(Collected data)
--*--
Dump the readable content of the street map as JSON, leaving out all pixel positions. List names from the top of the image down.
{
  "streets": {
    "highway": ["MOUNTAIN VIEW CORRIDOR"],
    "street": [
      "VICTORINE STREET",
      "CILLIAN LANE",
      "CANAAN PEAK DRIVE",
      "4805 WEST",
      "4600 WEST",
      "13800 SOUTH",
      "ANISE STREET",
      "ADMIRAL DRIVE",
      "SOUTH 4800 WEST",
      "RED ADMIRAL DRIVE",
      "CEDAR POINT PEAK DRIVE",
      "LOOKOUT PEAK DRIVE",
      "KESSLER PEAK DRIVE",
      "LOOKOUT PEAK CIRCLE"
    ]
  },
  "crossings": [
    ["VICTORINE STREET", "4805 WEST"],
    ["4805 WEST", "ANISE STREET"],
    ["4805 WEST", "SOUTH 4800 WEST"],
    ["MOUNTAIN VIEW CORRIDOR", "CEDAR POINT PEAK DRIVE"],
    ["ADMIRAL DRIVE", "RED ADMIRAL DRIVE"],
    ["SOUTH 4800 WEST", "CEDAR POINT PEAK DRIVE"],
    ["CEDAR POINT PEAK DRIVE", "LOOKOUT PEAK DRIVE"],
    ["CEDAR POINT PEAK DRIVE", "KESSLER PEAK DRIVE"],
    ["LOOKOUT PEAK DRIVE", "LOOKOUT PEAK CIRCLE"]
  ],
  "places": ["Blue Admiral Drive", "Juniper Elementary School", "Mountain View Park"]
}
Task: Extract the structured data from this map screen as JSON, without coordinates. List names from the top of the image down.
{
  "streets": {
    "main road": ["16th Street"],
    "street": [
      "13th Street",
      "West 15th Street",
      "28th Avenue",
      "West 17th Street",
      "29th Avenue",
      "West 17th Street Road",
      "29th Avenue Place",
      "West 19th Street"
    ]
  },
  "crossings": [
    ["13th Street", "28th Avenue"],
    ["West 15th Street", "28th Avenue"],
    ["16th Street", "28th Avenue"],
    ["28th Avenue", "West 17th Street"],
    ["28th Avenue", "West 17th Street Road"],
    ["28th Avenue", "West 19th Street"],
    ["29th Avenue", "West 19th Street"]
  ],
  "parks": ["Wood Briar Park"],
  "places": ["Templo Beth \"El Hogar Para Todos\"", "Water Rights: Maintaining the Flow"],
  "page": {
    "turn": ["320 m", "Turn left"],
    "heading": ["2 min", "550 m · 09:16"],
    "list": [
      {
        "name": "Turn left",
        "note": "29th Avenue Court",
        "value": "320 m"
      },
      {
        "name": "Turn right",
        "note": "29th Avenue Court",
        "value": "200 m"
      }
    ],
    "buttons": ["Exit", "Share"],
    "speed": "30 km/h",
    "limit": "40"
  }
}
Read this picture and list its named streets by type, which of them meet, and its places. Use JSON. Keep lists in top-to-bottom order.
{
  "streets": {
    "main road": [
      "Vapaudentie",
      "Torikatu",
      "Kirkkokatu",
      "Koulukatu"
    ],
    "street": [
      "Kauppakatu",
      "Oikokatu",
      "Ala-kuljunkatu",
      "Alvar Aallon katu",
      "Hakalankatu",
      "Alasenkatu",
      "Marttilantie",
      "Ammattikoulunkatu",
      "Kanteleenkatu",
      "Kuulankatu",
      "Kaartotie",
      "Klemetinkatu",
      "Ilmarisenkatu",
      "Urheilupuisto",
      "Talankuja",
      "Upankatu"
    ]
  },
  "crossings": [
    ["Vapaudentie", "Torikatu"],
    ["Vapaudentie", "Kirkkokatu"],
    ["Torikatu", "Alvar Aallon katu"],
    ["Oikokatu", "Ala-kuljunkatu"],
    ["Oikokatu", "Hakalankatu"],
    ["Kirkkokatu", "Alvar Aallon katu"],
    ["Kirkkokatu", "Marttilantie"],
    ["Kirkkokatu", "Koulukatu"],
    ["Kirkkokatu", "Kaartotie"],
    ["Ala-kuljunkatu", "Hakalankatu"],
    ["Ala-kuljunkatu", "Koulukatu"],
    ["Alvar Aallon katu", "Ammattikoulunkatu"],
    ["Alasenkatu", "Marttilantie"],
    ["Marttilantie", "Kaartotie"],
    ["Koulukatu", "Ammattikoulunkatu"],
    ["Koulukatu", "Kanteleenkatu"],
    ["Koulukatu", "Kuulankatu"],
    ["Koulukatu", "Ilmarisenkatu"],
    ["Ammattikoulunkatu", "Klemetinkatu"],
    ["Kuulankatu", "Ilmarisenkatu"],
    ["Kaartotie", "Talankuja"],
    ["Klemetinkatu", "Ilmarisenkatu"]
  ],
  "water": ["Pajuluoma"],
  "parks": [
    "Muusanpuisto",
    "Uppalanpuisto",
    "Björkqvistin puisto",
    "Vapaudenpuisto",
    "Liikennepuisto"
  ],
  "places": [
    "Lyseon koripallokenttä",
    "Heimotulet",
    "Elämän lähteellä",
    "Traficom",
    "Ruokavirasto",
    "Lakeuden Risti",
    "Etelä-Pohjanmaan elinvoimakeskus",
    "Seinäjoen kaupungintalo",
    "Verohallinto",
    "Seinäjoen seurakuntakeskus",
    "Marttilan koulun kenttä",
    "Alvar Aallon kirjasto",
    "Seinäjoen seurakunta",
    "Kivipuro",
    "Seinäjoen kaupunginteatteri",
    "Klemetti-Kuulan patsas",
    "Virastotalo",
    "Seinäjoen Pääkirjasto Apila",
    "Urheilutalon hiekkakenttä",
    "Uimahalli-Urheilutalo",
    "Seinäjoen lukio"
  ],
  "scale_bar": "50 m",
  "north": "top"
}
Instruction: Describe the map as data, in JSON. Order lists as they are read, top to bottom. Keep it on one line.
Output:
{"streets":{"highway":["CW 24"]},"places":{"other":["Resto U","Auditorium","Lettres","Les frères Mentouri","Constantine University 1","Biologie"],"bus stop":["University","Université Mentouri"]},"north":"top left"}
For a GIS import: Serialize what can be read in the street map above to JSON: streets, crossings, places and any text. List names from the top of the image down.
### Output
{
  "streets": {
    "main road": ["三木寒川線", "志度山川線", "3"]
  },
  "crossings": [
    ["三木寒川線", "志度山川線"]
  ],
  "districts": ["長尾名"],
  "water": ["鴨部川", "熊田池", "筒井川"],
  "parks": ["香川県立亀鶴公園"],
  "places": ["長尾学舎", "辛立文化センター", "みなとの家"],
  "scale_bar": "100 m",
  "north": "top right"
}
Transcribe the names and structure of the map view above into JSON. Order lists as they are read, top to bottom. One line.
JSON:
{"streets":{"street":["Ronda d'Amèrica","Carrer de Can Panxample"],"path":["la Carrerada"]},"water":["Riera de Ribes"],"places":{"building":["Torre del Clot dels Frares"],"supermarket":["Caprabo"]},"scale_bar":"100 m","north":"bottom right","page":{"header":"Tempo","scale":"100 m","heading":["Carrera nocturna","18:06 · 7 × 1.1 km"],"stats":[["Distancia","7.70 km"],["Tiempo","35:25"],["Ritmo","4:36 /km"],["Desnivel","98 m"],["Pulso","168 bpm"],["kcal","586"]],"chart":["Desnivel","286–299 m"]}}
--*--
YOUR TASK → Begin at the line containing "Transcribe the names" and reproduce each line through the end of the records above.

PROBLEM SOLUTION →
Transcribe the names and structure of the map view above into JSON. Order lists as they are read, top to bottom. One line.
JSON:
{"streets":{"street":["Ronda d'Amèrica","Carrer de Can Panxample"],"path":["la Carrerada"]},"water":["Riera de Ribes"],"places":{"building":["Torre del Clot dels Frares"],"supermarket":["Caprabo"]},"scale_bar":"100 m","north":"bottom right","page":{"header":"Tempo","scale":"100 m","heading":["Carrera nocturna","18:06 · 7 × 1.1 km"],"stats":[["Distancia","7.70 km"],["Tiempo","35:25"],["Ritmo","4:36 /km"],["Desnivel","98 m"],["Pulso","168 bpm"],["kcal","586"]],"chart":["Desnivel","286–299 m"]}}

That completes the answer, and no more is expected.